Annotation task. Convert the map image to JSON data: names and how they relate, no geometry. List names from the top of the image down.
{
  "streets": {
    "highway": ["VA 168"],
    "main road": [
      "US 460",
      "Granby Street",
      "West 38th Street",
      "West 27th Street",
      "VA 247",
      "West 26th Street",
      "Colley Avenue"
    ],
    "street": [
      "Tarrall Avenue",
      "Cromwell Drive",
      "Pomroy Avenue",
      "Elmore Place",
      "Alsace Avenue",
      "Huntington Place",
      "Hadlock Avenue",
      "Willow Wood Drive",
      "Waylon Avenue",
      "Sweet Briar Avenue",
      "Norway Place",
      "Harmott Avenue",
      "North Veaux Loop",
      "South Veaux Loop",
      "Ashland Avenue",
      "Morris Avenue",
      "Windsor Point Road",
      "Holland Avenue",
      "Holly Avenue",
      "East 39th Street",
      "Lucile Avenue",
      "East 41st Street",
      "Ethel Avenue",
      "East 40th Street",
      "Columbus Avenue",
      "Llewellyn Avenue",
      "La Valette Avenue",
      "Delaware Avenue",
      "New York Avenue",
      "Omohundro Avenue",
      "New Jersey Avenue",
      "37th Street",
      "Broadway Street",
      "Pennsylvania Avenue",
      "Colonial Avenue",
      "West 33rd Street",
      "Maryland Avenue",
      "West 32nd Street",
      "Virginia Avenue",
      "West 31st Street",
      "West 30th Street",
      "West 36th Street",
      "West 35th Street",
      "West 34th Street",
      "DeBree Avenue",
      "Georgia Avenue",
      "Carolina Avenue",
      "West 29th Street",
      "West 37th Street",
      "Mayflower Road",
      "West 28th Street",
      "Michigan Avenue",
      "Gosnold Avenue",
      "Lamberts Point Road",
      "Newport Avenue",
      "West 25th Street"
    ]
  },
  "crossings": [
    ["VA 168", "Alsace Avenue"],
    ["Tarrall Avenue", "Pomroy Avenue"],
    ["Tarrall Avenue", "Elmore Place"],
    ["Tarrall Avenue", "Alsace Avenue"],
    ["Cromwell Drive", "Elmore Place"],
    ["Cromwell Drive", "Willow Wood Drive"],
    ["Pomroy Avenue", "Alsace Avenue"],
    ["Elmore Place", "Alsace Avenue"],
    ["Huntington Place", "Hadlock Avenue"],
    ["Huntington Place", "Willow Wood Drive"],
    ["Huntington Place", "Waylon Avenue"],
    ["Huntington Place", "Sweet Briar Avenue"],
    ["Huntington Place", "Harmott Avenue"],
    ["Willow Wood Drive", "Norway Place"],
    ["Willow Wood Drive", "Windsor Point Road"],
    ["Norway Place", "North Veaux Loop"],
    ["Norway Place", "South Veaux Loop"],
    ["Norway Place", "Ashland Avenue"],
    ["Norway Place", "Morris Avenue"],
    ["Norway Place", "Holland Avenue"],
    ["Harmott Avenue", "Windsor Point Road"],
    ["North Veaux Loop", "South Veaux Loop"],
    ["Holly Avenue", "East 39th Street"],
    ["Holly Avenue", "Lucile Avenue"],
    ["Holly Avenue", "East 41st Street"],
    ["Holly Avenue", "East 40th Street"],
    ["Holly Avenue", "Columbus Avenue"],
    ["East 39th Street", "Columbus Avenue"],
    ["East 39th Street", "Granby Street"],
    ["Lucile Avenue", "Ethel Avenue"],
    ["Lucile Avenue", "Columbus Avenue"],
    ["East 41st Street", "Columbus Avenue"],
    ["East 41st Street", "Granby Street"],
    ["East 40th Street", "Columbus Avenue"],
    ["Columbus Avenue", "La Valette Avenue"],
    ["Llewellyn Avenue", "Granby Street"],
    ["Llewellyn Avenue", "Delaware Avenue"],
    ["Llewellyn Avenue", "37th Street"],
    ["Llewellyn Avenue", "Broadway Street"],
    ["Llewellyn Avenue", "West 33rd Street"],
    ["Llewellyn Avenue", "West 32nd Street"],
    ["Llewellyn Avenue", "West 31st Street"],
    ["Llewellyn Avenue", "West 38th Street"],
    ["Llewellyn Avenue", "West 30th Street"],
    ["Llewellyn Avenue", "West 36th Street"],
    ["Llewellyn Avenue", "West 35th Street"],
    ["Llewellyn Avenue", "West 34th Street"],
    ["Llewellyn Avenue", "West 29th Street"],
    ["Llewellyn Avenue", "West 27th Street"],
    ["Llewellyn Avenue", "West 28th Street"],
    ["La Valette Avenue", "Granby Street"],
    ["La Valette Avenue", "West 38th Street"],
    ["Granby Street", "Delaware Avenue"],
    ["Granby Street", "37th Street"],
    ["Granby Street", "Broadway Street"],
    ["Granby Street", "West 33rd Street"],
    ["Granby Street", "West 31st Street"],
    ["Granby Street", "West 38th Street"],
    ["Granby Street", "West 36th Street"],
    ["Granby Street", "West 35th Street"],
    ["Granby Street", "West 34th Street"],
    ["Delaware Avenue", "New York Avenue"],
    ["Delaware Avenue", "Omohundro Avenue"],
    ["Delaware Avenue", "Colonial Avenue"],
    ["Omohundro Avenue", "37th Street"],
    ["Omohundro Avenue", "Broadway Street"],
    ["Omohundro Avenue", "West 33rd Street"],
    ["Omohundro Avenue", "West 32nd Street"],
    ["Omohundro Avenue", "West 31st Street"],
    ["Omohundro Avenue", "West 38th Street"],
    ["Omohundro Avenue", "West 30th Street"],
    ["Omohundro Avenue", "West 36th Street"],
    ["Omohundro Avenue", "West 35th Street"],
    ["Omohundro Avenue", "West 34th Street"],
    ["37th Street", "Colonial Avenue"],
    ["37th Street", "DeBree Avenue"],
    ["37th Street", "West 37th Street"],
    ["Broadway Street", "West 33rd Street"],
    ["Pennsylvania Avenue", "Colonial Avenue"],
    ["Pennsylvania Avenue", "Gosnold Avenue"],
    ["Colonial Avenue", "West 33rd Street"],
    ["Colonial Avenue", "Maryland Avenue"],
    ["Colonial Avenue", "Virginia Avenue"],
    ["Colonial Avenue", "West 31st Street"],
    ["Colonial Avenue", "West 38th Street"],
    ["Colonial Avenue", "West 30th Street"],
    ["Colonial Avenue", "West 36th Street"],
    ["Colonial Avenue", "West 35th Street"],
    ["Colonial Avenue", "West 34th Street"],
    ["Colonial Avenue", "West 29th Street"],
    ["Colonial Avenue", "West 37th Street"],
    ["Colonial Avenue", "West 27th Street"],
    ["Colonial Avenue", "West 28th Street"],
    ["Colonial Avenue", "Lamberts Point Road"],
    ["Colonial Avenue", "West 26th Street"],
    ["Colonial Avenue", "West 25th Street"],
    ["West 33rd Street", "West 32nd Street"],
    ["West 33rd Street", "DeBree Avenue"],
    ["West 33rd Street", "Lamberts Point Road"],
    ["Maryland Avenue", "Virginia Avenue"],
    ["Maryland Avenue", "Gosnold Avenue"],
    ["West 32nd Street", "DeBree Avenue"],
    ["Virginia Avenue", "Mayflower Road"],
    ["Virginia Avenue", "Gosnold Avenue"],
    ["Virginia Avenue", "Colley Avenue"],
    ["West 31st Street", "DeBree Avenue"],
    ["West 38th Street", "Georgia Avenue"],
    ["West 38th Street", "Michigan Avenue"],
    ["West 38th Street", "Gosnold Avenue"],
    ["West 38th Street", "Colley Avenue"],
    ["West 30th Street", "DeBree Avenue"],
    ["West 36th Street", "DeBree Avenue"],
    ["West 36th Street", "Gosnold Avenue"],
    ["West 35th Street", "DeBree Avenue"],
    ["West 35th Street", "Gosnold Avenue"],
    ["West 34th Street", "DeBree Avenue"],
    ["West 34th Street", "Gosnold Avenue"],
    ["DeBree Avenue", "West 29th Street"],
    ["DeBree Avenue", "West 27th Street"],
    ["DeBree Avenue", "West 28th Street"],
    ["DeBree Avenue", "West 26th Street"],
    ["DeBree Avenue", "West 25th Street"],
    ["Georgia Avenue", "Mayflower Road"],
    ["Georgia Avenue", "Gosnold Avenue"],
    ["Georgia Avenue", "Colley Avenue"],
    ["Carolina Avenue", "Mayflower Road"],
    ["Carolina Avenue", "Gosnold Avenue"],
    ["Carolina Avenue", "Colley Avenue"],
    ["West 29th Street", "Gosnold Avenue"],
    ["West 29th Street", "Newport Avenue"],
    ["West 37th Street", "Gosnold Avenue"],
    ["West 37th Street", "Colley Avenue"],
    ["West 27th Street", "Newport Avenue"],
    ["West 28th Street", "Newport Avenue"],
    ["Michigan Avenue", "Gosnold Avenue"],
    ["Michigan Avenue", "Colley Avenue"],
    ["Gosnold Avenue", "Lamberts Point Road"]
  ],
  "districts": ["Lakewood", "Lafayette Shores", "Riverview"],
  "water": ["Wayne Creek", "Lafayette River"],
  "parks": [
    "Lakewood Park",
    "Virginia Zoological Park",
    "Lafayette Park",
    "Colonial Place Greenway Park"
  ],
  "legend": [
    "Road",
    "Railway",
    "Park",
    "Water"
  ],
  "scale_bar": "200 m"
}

- WORK ORDER
Answer with a number alone: how many lines of the records contain the string "Loop"?

- EXERCISE RESULT
5